| Aim of the exercise |
Using the data below, return all lines in which "Lane" appears.

| Saved entries |
————
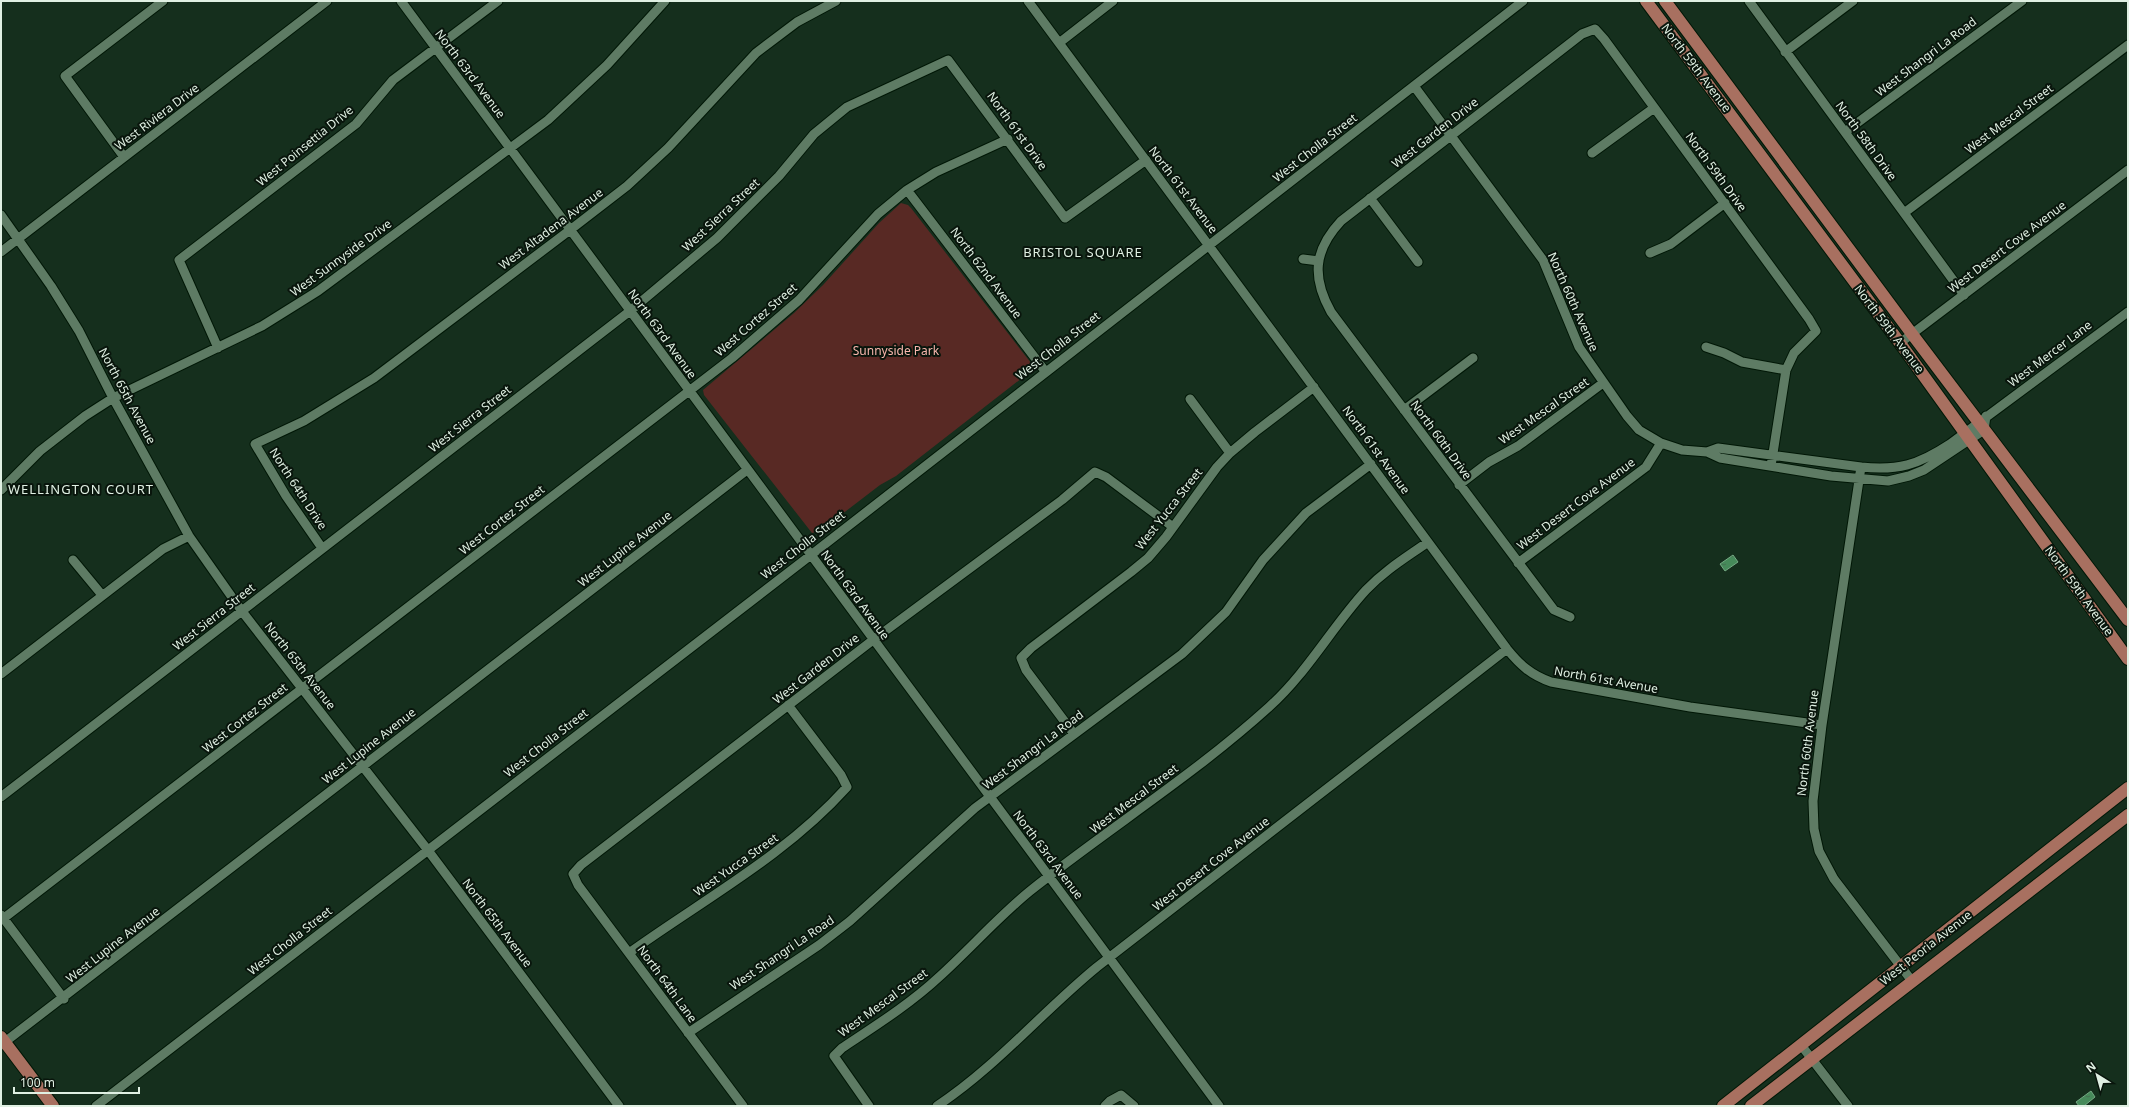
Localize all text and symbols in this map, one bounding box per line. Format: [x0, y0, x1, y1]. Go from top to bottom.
street label: West Shangri La Road [1872, 13, 1980, 100]
street label: North 59th Avenue [1657, 20, 1736, 116]
street label: North 63rd Avenue [431, 26, 510, 122]
street label: West Riviera Drive [111, 79, 203, 154]
street label: West Mescal Street [1961, 79, 2057, 157]
street label: North 61st Drive [983, 88, 1052, 173]
street label: West Garden Drive [1388, 93, 1482, 172]
street label: North 58th Drive [1832, 97, 1901, 184]
street label: West Poinsettia Drive [253, 101, 357, 190]
street label: West Cholla Street [1269, 109, 1361, 186]
street label: North 59th Drive [1682, 128, 1751, 215]
street label: North 61st Avenue [1145, 143, 1222, 237]
street label: West Sierra Street [678, 174, 764, 255]
street label: West Altadena Avenue [495, 184, 606, 273]
street label: West Desert Cove Avenue [1944, 196, 2070, 297]
street label: West Sunnyside Drive [287, 215, 395, 300]
street label: North 62nd Avenue [947, 224, 1026, 322]
district label: BRISTOL SQUARE [1023, 243, 1143, 261]
street label: North 60th Avenue [1544, 249, 1603, 354]
street label: West Cortez Street [711, 279, 801, 360]
street label: North 59th Avenue [1850, 281, 1929, 377]
street label: North 63rd Avenue [624, 285, 701, 382]
street label: West Cholla Street [1012, 307, 1104, 384]
street label: West Mercer Lane [2004, 316, 2095, 391]
park label: Sunnyside Park [853, 342, 940, 359]
street label: North 65th Avenue [95, 345, 160, 447]
street label: West Mescal Street [1495, 373, 1593, 448]
street label: West Sierra Street [425, 381, 515, 456]
street label: North 60th Drive [1407, 396, 1476, 483]
street label: North 61st Avenue [1339, 402, 1414, 497]
street label: North 64th Drive [266, 444, 331, 533]
street label: West Desert Cove Avenue [1513, 453, 1639, 554]
street label: West Yucca Street [1131, 464, 1206, 553]
district label: WELLINGTON COURT [8, 480, 154, 498]
street label: West Cortez Street [456, 481, 548, 558]
street label: West Cholla Street [757, 506, 849, 583]
street label: West Lupine Avenue [574, 507, 675, 591]
street label: North 59th Avenue [2041, 542, 2118, 639]
street label: North 63rd Avenue [817, 546, 894, 643]
street label: West Sierra Street [169, 579, 259, 654]
street label: North 65th Avenue [261, 618, 340, 713]
street label: West Garden Drive [769, 629, 863, 708]
street label: North 61st Avenue [1553, 662, 1660, 697]
street label: West Cortez Street [199, 679, 291, 756]
street label: North 60th Avenue [1793, 689, 1822, 797]
street label: West Lupine Avenue [318, 704, 419, 788]
street label: West Cholla Street [500, 704, 592, 781]
street label: West Shangri La Road [979, 706, 1087, 793]
street label: West Mescal Street [1086, 759, 1182, 837]
street label: North 63rd Avenue [1009, 807, 1088, 903]
street label: West Desert Cove Avenue [1149, 812, 1273, 915]
street label: West Yucca Street [690, 829, 782, 900]
street label: North 65th Avenue [458, 875, 537, 971]
street label: West Cholla Street [244, 902, 336, 979]
street label: West Lupine Avenue [62, 903, 163, 987]
street label: West Peoria Avenue [1876, 906, 1975, 989]
street label: West Shangri La Road [726, 911, 837, 994]
street label: North 64th Lane [633, 941, 701, 1026]
street label: West Mescal Street [835, 964, 931, 1041]
north arrow [2077, 1055, 2117, 1095]
text: N [2083, 1058, 2099, 1075]
scale bar [14, 1069, 139, 1095]
text: 100 m [20, 1074, 55, 1091]

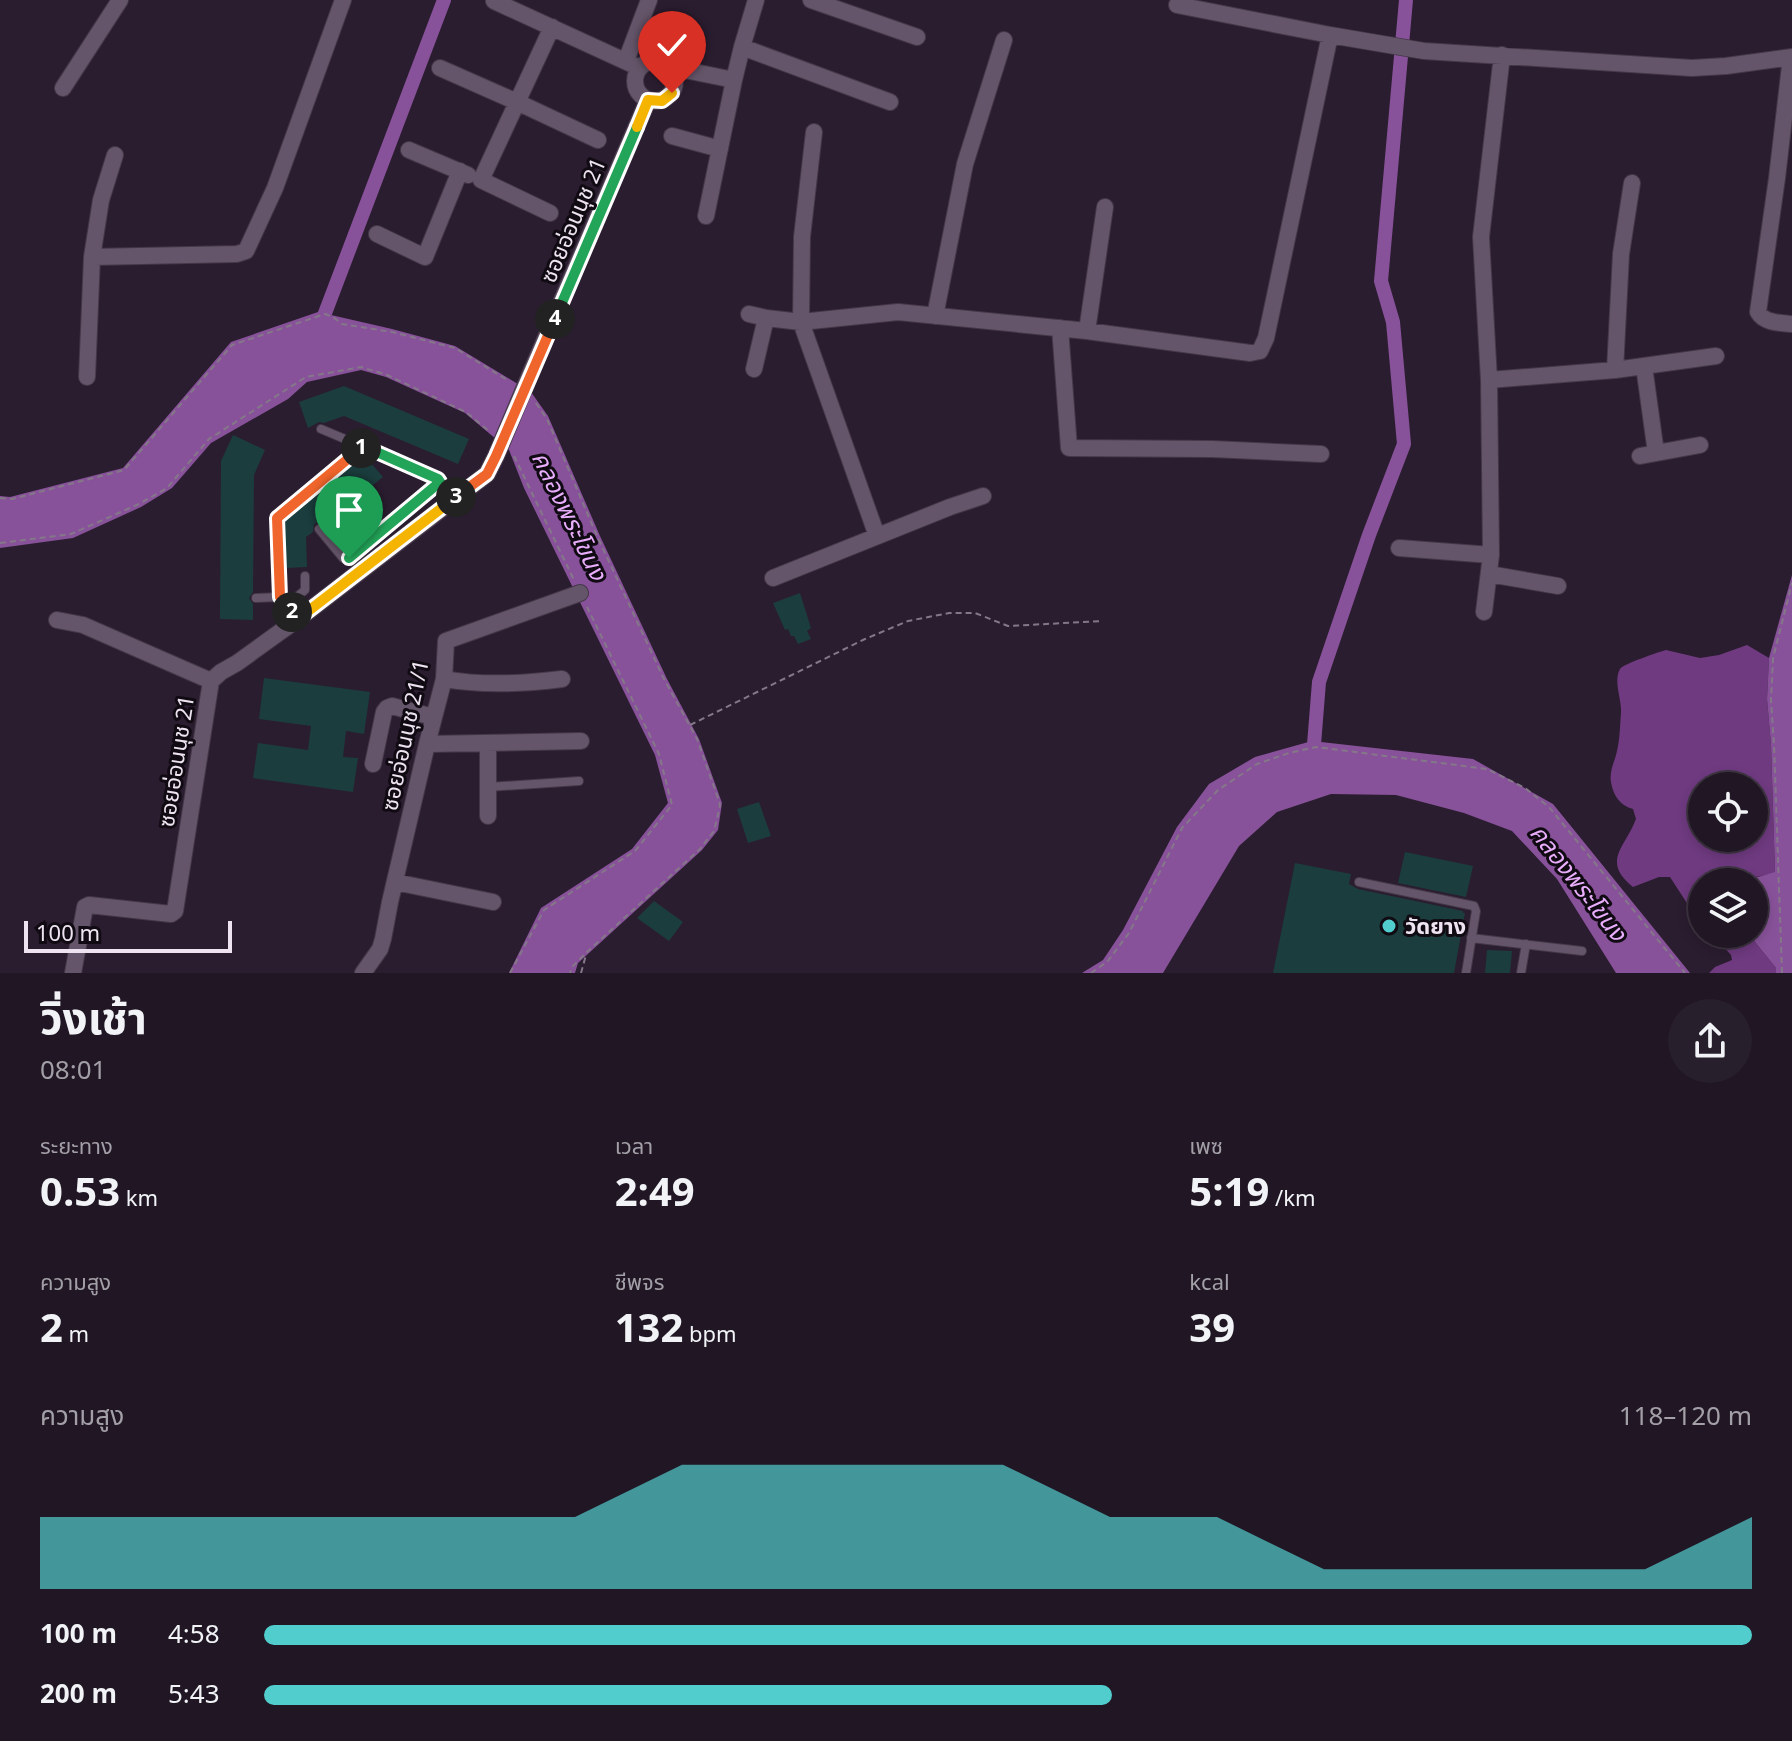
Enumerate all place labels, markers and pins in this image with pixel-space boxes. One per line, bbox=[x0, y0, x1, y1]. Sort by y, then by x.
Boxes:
pin bbox=[638, 11, 706, 93]
pin: 4 bbox=[535, 299, 575, 339]
pin: 1 bbox=[341, 428, 381, 468]
pin bbox=[315, 476, 383, 558]
pin: 3 bbox=[436, 477, 476, 517]
pin: 2 bbox=[272, 592, 312, 632]
place label: วัดยาง bbox=[1405, 911, 1466, 944]
marker: วัดยาง bbox=[1380, 917, 1398, 935]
————
| Worked solution |
street label: West Mercer Lane [2004, 316, 2095, 391]
street label: North 64th Lane [633, 941, 701, 1026]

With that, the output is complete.